I attended a poverty simulation on Saturday that was sponsored by Big Brothers Big Sisters. The purpose was to help us as Bigs be able to better understand what types of situations that our Littles and their families deal with on a daily basis. It was not mandatory but I thought it would also be a good opportunity to learn how stereotypes about people who are in poverty affect how they feel and to learn what it feels like to struggle to make ends meet. It was also interesting to me to see how Barbara Ernereich’s book would relate to working minimum wage jobs.

The proctor divided us all into groups that would represent family units. My group was a family of three: a single mother and two teenage kids. We were given our materials that explained our circumstances and what we needed to take care of in a month’s time span. The mother in my family was a 34-year-old high school drop out who had no job or skills besides working as a cashier for a few months prior to her first pregnancy. The father left recently with nothing but $10 in cash to survive on. There was a 17-year-old son who was also a high school dropout, had been arrested for drugs and had a pregnant girlfriend. Finally, there was a 15-year-old daughter who was the only person in the household with a job as a dishwasher making $112 a week. Needless to say, the odds were stacked against our pretend family and we had no income to pay the surmounting bills.

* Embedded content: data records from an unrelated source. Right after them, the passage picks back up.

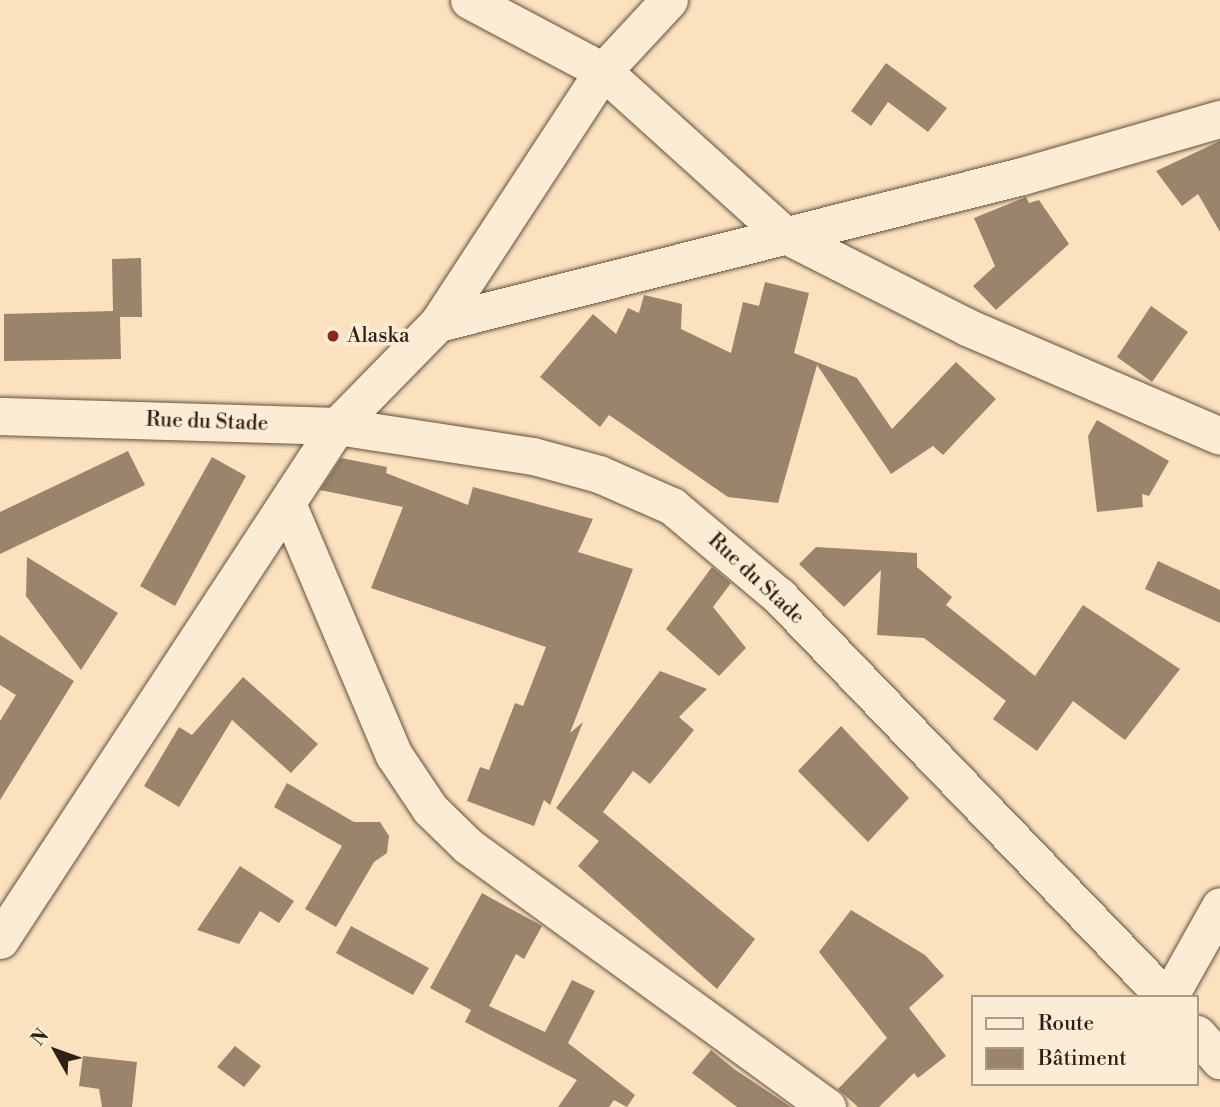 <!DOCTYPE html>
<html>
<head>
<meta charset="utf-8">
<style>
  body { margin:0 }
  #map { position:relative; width:1220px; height:1107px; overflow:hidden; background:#fbe1be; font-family:"Libre Bodoni",serif }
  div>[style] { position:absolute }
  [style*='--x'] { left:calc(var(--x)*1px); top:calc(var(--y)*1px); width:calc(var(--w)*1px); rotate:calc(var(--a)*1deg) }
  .building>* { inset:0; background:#9a846c }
  .roads { filter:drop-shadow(0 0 2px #63503e) drop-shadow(0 0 2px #63503e) }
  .street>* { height:37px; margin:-18.5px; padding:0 18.5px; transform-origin:18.5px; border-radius:18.5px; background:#fcecd5 }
  .dots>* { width:19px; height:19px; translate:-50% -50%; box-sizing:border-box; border:4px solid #fcecd5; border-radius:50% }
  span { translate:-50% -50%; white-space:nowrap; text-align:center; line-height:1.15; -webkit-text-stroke:7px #fcecd5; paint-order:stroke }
  .poi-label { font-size:21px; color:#302014 }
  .left { translate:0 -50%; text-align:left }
  .street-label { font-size:21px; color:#302014 }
  .legend { position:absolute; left:971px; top:995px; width:228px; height:91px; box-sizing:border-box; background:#fcecd5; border:2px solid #aa9a88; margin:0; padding:9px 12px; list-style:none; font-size:21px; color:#302014 }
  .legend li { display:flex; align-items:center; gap:14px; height:35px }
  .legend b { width:35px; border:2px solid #aa9a88 }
  .north { position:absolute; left:21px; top:1016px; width:70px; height:70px; -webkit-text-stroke:5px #fcecd5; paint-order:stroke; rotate:310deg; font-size:19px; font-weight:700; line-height:28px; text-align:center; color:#302014 }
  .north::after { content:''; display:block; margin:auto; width:24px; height:32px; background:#302014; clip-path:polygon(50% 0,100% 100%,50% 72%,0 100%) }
</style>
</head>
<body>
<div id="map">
  <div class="building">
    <i style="clip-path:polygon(886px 63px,947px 108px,928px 132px,888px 102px,871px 126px,851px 111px)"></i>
    <i style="clip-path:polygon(1220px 141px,1220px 232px,1198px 194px,1182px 206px,1156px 171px)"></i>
    <i style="clip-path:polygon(1026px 197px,1029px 203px,1039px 200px,1069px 244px,996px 310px,973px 286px,995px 266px,974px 218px)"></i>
    <i style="clip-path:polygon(141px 258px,142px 317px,120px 317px,121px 359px,4px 361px,4px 314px,113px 311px,112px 259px)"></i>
    <i style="clip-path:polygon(765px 282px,809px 293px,794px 353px,857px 378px,892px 429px,956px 362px,996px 399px,943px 455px,933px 446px,891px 474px,817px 365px,778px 503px,728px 497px,609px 415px,600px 427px,540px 377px,593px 314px,616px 334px,628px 308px,639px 313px,644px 295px,682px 304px,681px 329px,731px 353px,743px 302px,759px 306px)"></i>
    <i style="clip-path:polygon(1151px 306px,1188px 332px,1152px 382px,1117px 357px)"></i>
    <i style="clip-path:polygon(1097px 420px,1169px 461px,1149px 496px,1142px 494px,1143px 507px,1097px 512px,1088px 436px)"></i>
    <i style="clip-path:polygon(128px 451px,145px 485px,0 554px,0 512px)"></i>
    <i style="clip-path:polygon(212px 457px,246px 476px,175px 606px,140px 586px)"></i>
    <i style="clip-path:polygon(341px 458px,387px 467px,386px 473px,468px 505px,473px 487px,593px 519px,578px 552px,633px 569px,570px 733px,583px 722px,550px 805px,544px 800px,534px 826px,467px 801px,480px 767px,489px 770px,515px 703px,523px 706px,546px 647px,371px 588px,403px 507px,320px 490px)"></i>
    <i style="clip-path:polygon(816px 547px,917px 553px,917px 567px,952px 597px,946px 605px,1035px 676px,1083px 605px,1180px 669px,1125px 740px,1073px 701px,1037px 751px,993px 719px,1006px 701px,924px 638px,877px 635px,881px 570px,844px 607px,799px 564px)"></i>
    <i style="clip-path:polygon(27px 557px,118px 613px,81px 670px,26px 596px)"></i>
    <i style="clip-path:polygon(1158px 561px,1220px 590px,1220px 623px,1145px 589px)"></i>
    <i style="clip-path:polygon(712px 567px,731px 583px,713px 607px,746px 648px,719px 676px,666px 629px)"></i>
    <i style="clip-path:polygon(0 635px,74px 681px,0 800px,0 721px,16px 695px,0 685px)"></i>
    <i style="clip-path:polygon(660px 671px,707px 689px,679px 717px,694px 730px,650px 784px,633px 771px,603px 812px,755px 939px,717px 989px,578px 866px,599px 841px,556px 808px)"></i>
    <i style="clip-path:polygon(243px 677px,318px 744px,291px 773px,232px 720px,179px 807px,144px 786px,179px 727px,192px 735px)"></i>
    <i style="clip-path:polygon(841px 726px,909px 798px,868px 842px,798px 771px)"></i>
    <i style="clip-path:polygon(287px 783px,354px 822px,380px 822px,389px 836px,387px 853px,374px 862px,336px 927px,305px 909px,342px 846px,274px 807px)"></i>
    <i style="clip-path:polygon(240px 866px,294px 901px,279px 923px,260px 911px,239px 944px,197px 930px)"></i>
    <i style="clip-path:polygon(482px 893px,542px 926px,524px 959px,516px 954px,489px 1006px,545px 1032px,572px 980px,595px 991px,568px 1043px,635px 1095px,627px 1107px,614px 1100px,609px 1107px,558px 1107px,577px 1080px,465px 1022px,471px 1010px,430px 988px)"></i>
    <i style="clip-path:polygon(851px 910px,925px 955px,944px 976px,909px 1008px,946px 1056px,918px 1078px,914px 1073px,879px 1107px,858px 1107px,838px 1089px,887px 1038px,819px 952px)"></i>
    <i style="clip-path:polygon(351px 926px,429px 968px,413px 995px,336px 953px)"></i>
    <i style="clip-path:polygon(235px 1046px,261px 1066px,244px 1087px,217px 1067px)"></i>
    <i style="clip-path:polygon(711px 1050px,734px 1069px,791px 1107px,737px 1107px,692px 1073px)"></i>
    <i style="clip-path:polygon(83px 1056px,137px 1062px,132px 1107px,102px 1107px,99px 1089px,79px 1086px)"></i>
  </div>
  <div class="roads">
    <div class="street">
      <i style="--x:469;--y:0;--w:152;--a:27.9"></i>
      <i style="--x:603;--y:71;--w:241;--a:42.1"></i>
      <i style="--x:782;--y:233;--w:208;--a:26.9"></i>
      <i style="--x:967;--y:327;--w:275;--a:23.3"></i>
      <i style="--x:438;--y:323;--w:301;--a:-56.8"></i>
      <i style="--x:603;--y:71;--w:97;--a:-47.1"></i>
      <i style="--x:0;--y:416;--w:337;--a:1.7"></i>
      <i style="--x:337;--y:426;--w:198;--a:8.7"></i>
      <i style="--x:533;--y:456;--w:68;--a:15.3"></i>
      <i style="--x:599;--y:474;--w:80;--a:23.7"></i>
      <i style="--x:672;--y:506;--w:140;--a:40.1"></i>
      <i style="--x:779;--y:596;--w:557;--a:46.09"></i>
      <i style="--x:289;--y:508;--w:268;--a:67"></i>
      <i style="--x:394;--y:755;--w:65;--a:56.3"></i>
      <i style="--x:430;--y:809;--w:53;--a:44.2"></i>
      <i style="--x:468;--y:846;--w:444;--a:36"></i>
      <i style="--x:0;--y:940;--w:615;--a:-56.75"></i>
      <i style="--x:337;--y:426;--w:144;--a:-45.6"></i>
      <i style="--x:438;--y:323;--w:602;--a:-14.13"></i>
      <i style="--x:1022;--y:176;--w:206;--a:-16.1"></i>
      <i style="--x:1169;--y:997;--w:104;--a:-60.7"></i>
      <i style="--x:1197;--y:1034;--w:35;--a:49"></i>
    </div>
  </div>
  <div class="dots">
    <i style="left:333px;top:336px;background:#8f2418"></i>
  </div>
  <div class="poi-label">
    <span class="left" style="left:347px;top:336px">Alaska</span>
  </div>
  <div class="street-label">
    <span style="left:207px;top:422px;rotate:2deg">Rue du Stade</span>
    <span style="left:756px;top:579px;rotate:43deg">Rue du Stade</span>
  </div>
  <ul class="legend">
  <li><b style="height:9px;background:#fcecd5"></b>Route</li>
  <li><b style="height:19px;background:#9a846c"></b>Bâtiment</li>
  </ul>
  <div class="north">N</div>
</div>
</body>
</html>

During the simulation, each fifteen minute interval represented a week and at the end of an hour all of our bills had to be paid or we would be evicted and our utilities would be disconnected. At the end, neither the mom nor the son were able to find jobs with their limited education. We got evicted, all of our utilities were disconnected and we were reported to social services for child neglect. Even though it was just a simulation, I felt the stress of being uneducated and trying to get work. I felt the pressure of trying to make a legal living. I felt the frustration of not being able to contribute to my household and take care of my family.

It made me more cognizant of what people have to go through everyday to get things accomplished that I sometimes take for granted. Instead of having the luxury of being able to get in my car and go where I need to, I had to use a transportation ticket that took up a lot of my money since I was unemployed. I couldn’t apply for jobs online and wait to hear back from someone, I needed money and I needed it fast, I had to go to the employment office every week to see if I got a job. It also made us aware that although there are a lot of resources available to the poor, it is not easy to access them and it does not always make ends meet. I really enjoyed participating in the exercise because it gave me a more personal perspective on some of the things we’ve talked about in class.